The depot operated until 1953 when it was abandoned. By then, train service had declined as car and trucks became the preferred choice for transportation. Local businesses then used the depot for storage. It became a restaurant in 1976 and designated Lubbock's first historic landmark in August 1979. It was was added to the National Register of Historic Places in 1990. The restaurant operated until 1997. Within the next few years, it was converted to the Buddy Holly Center.
Buddy Holly was born Charles Hardin Holley in September of 1936. His rise to rock and roll fame in the 1950s was influenced by local acts he viewed and participated in in the town of Lubbock. Holly’s big break was in 1955, when he opened for the Rock and Roll legend Elvis Presley. Despite originally leaning more towards Country music, after performing with Elvis, Buddy Holly devoted himself to Rock and Roll.
In 1959, Buddy Holly passed away in a tragic plane crash with a number of other influential musicians, which led to the day of his death being referred to as “the day the music died,” by musician Don McLean. Buddy Holly is widely credited with establishing the guitar-centric format of Rock and Roll bands that is still common to this day.

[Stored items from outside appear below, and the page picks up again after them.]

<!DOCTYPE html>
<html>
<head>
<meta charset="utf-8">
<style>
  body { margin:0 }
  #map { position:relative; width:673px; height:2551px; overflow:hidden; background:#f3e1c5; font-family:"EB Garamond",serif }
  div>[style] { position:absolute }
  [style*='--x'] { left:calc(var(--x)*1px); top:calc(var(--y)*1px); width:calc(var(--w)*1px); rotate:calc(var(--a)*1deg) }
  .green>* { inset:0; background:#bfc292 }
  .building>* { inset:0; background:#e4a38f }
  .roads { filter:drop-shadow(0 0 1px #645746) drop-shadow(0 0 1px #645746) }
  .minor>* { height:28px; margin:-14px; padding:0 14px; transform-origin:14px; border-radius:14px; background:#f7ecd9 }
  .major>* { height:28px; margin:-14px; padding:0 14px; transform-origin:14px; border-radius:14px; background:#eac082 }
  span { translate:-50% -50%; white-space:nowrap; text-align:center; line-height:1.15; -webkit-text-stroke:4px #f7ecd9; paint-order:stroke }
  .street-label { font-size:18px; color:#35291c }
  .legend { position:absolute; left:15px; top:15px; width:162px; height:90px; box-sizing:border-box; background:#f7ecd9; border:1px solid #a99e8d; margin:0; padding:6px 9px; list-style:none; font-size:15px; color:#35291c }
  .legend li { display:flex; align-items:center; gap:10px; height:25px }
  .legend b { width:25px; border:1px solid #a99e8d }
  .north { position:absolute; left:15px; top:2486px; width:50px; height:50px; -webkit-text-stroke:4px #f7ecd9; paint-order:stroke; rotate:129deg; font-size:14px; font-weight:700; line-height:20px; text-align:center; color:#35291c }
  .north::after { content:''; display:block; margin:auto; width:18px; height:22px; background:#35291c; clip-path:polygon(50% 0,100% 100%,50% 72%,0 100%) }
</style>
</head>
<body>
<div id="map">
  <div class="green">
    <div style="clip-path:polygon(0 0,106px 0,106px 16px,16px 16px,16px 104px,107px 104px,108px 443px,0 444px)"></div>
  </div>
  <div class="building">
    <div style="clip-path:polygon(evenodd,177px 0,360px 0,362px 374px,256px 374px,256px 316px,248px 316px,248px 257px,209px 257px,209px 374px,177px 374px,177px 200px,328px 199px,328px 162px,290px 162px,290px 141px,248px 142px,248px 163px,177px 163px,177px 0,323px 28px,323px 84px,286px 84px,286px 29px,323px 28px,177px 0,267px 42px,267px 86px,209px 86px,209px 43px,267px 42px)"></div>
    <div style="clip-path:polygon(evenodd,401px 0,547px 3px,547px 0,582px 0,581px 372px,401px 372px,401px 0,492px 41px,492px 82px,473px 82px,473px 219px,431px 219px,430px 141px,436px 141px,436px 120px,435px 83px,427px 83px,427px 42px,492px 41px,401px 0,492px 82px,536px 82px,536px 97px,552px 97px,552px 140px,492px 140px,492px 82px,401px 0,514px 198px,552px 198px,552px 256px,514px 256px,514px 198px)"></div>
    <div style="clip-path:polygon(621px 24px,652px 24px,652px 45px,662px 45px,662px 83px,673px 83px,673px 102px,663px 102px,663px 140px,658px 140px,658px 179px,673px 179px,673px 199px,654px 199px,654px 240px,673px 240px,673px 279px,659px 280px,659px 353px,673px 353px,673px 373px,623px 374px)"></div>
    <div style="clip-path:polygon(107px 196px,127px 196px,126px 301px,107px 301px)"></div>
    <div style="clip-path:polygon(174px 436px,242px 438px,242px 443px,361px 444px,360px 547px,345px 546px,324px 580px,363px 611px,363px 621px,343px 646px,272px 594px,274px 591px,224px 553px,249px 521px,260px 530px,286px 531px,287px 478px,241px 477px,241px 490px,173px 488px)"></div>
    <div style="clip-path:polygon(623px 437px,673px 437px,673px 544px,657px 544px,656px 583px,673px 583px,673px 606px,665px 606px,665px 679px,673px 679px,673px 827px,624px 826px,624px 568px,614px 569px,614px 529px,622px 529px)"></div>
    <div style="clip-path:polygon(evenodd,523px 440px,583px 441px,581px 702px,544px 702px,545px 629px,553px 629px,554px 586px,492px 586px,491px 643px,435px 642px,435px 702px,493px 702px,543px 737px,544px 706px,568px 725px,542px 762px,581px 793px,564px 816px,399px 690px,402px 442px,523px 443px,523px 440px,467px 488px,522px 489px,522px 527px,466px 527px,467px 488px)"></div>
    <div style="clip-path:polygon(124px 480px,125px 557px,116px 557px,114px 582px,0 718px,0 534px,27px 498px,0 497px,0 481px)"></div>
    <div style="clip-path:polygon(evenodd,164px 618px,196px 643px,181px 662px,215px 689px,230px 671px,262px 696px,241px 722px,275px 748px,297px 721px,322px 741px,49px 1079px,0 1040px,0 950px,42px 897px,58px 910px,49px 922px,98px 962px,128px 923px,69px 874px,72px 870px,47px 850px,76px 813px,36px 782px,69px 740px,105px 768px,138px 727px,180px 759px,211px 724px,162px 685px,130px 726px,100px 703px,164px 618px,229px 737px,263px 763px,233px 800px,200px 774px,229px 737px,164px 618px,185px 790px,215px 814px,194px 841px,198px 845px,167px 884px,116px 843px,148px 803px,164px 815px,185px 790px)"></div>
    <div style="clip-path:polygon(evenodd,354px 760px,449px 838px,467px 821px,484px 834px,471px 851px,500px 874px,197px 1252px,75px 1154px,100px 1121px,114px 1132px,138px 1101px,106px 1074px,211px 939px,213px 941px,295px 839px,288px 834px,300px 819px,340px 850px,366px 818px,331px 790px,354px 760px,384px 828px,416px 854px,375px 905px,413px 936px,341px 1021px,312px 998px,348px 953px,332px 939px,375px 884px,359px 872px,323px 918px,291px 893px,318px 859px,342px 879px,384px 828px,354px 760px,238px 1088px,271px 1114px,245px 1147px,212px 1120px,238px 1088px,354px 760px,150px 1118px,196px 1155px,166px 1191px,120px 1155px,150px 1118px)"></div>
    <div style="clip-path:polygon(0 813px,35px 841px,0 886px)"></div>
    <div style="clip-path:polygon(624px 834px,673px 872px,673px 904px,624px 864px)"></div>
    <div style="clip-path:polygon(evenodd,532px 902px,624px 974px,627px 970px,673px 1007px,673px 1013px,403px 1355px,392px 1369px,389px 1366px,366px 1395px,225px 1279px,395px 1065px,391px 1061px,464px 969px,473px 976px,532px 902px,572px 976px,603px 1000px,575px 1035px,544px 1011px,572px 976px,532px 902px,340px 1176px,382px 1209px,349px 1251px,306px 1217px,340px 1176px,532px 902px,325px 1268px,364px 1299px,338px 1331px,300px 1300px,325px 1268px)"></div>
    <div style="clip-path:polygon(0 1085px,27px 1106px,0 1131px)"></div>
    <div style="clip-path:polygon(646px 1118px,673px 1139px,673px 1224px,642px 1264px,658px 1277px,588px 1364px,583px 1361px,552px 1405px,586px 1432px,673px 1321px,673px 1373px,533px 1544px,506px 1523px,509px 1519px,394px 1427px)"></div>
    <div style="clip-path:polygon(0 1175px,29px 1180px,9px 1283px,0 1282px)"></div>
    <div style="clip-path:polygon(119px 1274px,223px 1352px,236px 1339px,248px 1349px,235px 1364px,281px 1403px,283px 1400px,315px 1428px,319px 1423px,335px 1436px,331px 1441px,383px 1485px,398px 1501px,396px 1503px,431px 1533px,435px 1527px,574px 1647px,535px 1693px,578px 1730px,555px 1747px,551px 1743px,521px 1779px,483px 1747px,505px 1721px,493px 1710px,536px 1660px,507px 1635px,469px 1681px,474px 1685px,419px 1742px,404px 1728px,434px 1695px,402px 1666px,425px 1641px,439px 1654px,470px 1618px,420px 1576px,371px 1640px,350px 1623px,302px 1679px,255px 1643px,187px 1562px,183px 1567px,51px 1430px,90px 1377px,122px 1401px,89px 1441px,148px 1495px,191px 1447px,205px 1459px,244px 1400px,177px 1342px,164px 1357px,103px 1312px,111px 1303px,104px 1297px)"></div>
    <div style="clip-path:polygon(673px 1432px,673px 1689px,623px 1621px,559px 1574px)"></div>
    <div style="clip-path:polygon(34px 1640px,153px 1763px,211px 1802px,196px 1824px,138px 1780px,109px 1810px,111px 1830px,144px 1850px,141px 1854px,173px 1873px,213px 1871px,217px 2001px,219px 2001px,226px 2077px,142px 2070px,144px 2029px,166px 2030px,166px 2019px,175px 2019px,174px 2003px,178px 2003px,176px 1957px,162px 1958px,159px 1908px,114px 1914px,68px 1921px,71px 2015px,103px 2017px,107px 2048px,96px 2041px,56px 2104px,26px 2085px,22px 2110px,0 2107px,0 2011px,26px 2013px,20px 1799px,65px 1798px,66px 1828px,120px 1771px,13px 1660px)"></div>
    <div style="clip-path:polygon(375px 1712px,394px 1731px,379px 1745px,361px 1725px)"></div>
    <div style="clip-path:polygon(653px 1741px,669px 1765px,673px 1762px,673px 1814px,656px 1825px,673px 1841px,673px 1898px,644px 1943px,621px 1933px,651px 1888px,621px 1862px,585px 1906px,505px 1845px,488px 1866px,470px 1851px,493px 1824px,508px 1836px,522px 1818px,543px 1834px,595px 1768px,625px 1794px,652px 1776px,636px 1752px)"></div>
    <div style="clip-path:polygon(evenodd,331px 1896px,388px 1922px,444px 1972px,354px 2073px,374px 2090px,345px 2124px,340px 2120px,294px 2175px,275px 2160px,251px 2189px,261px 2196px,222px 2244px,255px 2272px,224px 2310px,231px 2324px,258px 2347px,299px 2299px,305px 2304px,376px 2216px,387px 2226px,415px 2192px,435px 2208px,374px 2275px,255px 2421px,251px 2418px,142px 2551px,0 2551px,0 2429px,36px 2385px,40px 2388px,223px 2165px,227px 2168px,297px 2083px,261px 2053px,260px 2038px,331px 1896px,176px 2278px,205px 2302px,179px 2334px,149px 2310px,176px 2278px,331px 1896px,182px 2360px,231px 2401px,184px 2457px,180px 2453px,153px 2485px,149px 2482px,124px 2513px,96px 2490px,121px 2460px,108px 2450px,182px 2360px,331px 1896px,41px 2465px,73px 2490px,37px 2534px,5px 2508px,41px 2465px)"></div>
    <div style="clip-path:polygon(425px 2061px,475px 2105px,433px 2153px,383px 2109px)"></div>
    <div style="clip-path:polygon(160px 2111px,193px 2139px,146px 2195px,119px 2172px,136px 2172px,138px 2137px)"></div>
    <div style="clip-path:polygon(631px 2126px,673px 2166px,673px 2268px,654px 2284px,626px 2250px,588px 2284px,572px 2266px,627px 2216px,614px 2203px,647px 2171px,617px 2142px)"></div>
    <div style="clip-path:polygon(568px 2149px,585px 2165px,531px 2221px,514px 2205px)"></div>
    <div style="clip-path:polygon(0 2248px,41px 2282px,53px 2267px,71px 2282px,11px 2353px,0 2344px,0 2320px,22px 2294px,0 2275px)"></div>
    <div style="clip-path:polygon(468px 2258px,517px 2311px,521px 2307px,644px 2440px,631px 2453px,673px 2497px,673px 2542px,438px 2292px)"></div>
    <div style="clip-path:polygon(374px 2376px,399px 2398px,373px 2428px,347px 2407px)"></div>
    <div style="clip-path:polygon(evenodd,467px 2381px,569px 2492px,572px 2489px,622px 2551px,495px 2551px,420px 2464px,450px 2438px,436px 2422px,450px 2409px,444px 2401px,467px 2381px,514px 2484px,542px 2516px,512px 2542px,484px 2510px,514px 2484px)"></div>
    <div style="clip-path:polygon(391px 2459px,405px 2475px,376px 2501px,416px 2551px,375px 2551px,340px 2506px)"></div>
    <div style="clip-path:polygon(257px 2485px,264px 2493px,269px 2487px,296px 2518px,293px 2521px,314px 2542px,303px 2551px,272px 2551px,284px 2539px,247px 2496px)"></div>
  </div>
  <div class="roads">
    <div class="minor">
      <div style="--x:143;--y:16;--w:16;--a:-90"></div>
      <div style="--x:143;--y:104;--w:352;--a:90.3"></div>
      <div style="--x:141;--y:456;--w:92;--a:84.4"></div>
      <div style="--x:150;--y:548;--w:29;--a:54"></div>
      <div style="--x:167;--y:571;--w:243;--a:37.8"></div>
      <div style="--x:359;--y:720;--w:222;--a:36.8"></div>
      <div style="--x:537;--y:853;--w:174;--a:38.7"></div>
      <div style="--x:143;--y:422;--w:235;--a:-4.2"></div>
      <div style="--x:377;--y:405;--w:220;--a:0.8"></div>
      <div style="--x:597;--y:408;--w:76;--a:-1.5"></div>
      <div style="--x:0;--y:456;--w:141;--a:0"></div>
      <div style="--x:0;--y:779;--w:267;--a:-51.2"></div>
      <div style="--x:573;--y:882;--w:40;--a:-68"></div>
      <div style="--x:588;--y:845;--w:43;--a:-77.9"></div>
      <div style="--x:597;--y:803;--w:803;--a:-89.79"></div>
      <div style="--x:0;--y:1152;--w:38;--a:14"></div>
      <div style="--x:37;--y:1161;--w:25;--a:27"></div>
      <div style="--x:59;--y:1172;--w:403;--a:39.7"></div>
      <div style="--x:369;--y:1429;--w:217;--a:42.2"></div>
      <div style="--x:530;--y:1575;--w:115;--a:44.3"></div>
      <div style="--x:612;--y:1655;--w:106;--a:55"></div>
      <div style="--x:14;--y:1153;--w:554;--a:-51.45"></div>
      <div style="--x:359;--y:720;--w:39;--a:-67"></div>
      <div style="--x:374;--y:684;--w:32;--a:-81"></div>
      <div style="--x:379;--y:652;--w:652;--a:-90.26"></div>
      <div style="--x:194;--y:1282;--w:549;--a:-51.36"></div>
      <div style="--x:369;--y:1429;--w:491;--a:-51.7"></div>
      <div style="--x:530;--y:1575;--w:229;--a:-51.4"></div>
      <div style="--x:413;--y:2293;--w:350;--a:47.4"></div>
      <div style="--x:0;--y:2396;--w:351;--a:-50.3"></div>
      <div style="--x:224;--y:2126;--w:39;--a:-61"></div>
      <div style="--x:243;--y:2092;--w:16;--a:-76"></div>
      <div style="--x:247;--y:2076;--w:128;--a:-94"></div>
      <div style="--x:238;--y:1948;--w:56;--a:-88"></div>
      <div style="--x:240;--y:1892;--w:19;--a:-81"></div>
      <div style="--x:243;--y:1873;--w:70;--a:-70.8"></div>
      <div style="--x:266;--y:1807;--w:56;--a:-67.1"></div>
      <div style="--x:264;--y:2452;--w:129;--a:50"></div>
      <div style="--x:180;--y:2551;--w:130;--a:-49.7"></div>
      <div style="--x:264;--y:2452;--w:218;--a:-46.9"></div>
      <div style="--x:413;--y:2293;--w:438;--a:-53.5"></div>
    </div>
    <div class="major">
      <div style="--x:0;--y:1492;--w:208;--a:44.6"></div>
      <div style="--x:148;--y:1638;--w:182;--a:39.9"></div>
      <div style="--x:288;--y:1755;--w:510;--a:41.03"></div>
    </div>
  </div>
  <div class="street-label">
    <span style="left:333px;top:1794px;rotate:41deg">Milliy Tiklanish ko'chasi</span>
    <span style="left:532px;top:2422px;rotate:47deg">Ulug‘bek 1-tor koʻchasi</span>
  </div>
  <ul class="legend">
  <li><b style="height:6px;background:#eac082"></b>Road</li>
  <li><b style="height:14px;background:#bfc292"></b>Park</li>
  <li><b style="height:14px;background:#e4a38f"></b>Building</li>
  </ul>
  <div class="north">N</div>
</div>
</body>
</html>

The Buddy Holly Center now serves as a permanent landmark to the young musician’s influence and reach. Every year there is a Day of Remembrance for the “day the music died,” in which Holly and his fellows are celebrated and studied. In recent years, the Center has attracted the patronage of other music greats, such as Paul McCartney of the Beatles, who has long credited Holly for his influence on the music of the band that lead the British Invasion and set Beatlemania into motion. McCartney played at the center in 2014.